* **DATA TO USE**
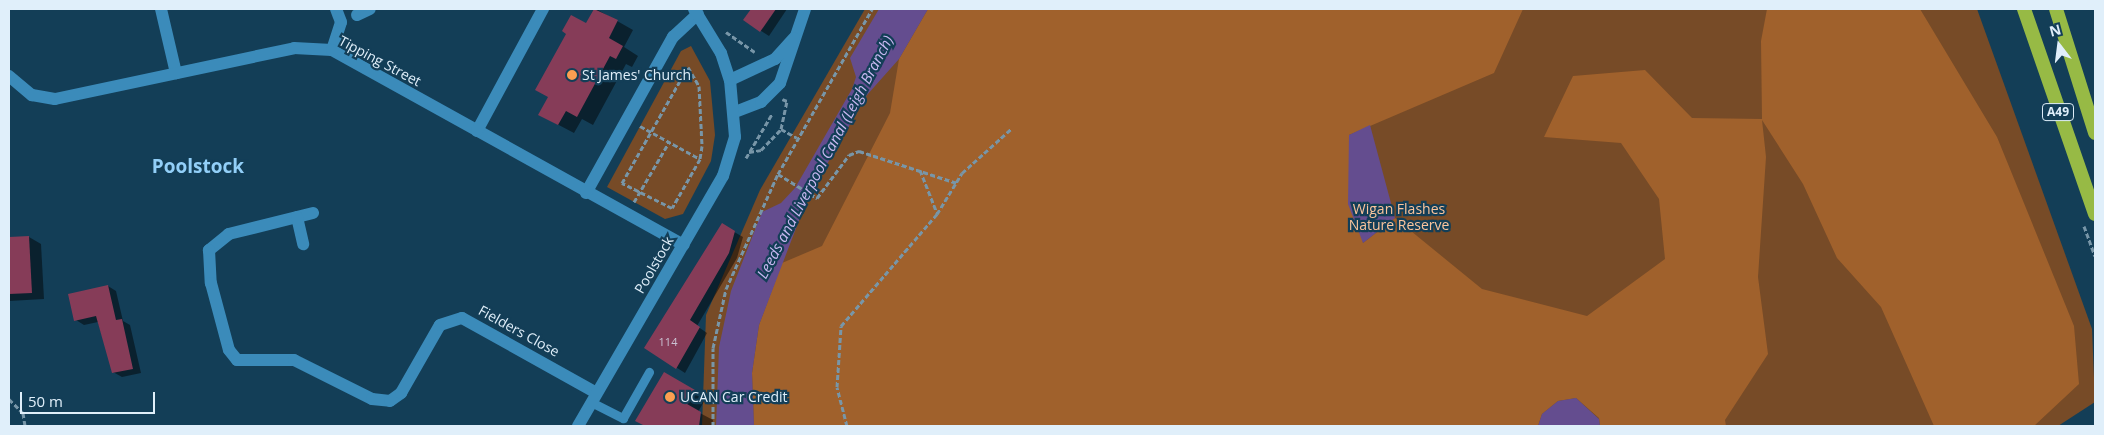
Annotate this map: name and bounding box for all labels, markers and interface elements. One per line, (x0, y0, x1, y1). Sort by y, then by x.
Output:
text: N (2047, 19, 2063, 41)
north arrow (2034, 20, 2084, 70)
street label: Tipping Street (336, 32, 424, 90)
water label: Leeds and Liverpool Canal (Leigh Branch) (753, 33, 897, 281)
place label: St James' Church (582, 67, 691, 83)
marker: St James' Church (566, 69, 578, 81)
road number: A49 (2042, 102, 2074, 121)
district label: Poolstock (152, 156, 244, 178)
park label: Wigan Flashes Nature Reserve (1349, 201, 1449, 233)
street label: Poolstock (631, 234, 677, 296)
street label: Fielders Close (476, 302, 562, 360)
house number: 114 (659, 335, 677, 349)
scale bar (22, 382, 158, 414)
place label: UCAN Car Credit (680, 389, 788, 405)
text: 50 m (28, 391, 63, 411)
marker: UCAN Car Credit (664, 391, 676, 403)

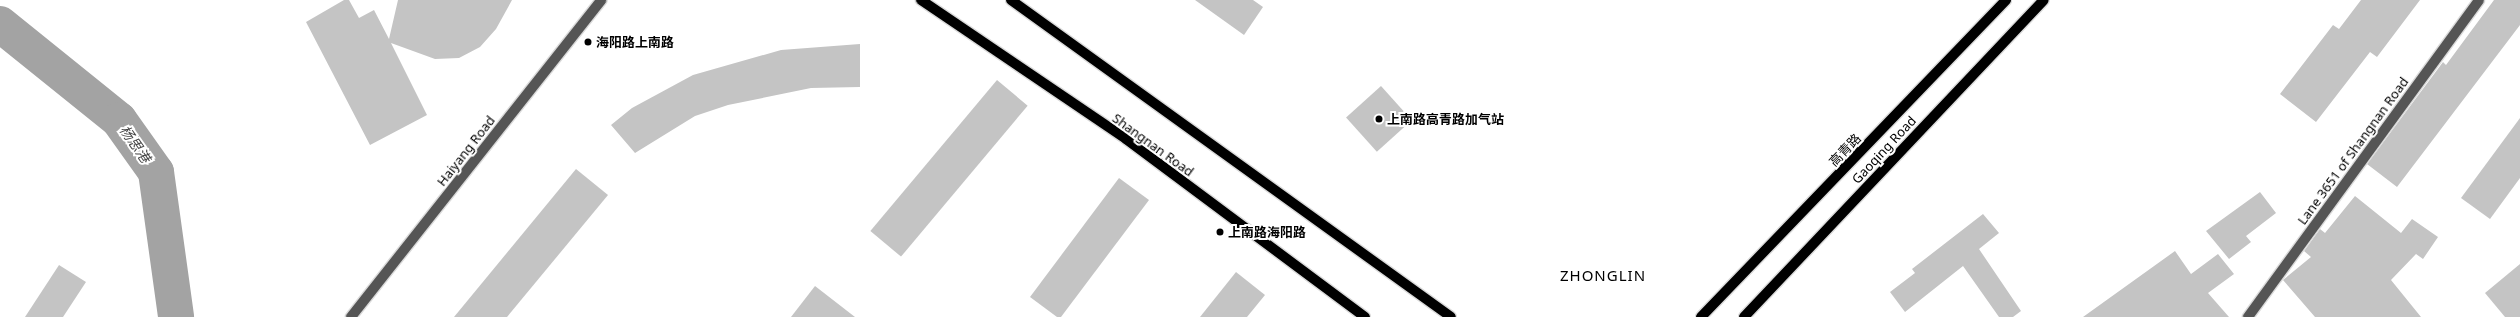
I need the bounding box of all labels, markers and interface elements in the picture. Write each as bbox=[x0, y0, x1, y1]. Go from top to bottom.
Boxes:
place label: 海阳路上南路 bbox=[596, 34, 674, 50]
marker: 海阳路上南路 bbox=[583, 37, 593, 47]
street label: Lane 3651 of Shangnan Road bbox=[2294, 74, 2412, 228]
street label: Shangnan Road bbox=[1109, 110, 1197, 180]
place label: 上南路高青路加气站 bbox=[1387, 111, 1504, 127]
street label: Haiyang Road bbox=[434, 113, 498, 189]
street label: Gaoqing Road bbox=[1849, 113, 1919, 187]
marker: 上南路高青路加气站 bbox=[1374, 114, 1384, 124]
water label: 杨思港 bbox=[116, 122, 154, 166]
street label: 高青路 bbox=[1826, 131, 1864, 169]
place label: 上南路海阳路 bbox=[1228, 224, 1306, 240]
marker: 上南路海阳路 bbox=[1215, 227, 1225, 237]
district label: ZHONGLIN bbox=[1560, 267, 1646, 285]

* **THE TASK**
Your job is to transcribe the entries above exactly; skip the pictures.

* **ANSWER BOX**
Annotate this map: name and bounding box for all labels, markers and interface elements. One per line, (x0, y0, x1, y1). Sort by y, then by x.
Output:
text: N (2047, 19, 2063, 41)
north arrow (2034, 20, 2084, 70)
street label: Tipping Street (336, 32, 424, 90)
water label: Leeds and Liverpool Canal (Leigh Branch) (753, 33, 897, 281)
place label: St James' Church (582, 67, 691, 83)
marker: St James' Church (566, 69, 578, 81)
road number: A49 (2042, 102, 2074, 121)
district label: Poolstock (152, 156, 244, 178)
park label: Wigan Flashes Nature Reserve (1349, 201, 1449, 233)
street label: Poolstock (631, 234, 677, 296)
street label: Fielders Close (476, 302, 562, 360)
house number: 114 (659, 335, 677, 349)
scale bar (22, 382, 158, 414)
place label: UCAN Car Credit (680, 389, 788, 405)
text: 50 m (28, 391, 63, 411)
marker: UCAN Car Credit (664, 391, 676, 403)

I need the bounding box of all labels, markers and interface elements in the picture. Write each as bbox=[x0, y0, x1, y1]. Go from top to bottom.
Boxes:
place label: 海阳路上南路 bbox=[596, 34, 674, 50]
marker: 海阳路上南路 bbox=[583, 37, 593, 47]
street label: Lane 3651 of Shangnan Road bbox=[2294, 74, 2412, 228]
street label: Shangnan Road bbox=[1109, 110, 1197, 180]
place label: 上南路高青路加气站 bbox=[1387, 111, 1504, 127]
street label: Haiyang Road bbox=[434, 113, 498, 189]
street label: Gaoqing Road bbox=[1849, 113, 1919, 187]
marker: 上南路高青路加气站 bbox=[1374, 114, 1384, 124]
water label: 杨思港 bbox=[116, 122, 154, 166]
street label: 高青路 bbox=[1826, 131, 1864, 169]
place label: 上南路海阳路 bbox=[1228, 224, 1306, 240]
marker: 上南路海阳路 bbox=[1215, 227, 1225, 237]
district label: ZHONGLIN bbox=[1560, 267, 1646, 285]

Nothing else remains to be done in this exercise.